GIVEN DATA —

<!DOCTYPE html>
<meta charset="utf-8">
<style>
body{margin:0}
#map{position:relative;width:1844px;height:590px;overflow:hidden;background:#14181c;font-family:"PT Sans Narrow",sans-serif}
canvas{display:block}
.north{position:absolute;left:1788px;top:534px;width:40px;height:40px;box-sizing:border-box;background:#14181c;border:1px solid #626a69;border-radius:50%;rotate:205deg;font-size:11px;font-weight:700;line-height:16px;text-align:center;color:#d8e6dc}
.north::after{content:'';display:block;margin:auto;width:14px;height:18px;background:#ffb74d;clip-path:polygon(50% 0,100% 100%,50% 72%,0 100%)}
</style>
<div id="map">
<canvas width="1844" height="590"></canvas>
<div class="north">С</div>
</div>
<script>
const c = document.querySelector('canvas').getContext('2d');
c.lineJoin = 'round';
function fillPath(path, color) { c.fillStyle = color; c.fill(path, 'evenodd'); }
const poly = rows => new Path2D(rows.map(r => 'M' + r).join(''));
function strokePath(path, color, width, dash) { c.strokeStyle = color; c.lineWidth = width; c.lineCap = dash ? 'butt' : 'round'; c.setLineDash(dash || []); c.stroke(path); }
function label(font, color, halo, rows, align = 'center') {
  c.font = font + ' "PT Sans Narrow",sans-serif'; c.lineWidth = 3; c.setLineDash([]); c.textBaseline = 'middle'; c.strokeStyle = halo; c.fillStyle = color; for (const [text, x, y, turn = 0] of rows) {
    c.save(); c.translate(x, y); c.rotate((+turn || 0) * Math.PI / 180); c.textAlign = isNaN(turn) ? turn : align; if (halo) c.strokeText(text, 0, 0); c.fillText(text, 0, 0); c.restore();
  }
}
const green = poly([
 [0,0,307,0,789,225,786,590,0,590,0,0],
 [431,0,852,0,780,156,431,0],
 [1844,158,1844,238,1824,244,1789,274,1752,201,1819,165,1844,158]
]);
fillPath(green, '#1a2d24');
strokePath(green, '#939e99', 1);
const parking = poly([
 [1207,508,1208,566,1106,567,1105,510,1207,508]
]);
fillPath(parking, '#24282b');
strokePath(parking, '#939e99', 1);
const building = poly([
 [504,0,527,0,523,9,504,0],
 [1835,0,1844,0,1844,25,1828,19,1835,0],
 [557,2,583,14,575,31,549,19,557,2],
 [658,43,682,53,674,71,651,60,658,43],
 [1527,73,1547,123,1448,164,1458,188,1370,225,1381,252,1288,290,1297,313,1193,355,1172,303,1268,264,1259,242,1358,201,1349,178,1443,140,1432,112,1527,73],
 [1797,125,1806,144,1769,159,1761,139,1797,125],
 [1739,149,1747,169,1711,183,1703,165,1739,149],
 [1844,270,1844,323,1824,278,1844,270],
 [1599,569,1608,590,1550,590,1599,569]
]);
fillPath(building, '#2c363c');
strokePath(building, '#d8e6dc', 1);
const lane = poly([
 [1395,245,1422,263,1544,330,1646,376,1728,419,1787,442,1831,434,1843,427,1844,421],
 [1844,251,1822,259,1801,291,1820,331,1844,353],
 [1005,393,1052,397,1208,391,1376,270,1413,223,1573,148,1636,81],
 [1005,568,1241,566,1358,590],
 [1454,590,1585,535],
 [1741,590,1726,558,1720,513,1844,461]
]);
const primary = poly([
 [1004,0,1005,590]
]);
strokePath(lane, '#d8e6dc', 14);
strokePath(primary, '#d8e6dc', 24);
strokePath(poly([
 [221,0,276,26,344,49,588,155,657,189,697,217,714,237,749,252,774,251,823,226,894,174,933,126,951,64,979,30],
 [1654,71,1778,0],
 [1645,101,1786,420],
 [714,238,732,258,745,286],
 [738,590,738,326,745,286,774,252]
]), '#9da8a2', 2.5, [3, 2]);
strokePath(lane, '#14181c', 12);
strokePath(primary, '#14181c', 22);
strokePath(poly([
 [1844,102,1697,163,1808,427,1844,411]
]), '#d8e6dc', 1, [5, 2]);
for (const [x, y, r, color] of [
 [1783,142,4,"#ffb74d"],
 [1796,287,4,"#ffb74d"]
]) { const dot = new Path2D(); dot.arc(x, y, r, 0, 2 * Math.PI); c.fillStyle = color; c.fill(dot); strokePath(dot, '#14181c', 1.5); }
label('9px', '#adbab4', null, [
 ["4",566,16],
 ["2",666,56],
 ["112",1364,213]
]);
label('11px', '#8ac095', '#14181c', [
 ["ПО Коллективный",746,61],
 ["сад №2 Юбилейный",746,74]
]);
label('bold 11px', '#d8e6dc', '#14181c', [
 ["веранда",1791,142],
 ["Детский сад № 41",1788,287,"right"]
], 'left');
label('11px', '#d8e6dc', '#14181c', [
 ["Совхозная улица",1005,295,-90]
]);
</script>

WHAT TO WORK ON —
Filter the listing above so that only lines holding the word "halo" remain, and report those lines.

RESPONSE AREA —
function label(font, color, halo, rows, align = 'center') {
  c.font = font + ' "PT Sans Narrow",sans-serif'; c.lineWidth = 3; c.setLineDash([]); c.textBaseline = 'middle'; c.strokeStyle = halo; c.fillStyle = color; for (const [text, x, y, turn = 0] of rows) {
    c.save(); c.translate(x, y); c.rotate((+turn || 0) * Math.PI / 180); c.textAlign = isNaN(turn) ? turn : align; if (halo) c.strokeText(text, 0, 0); c.fillText(text, 0, 0); c.restore();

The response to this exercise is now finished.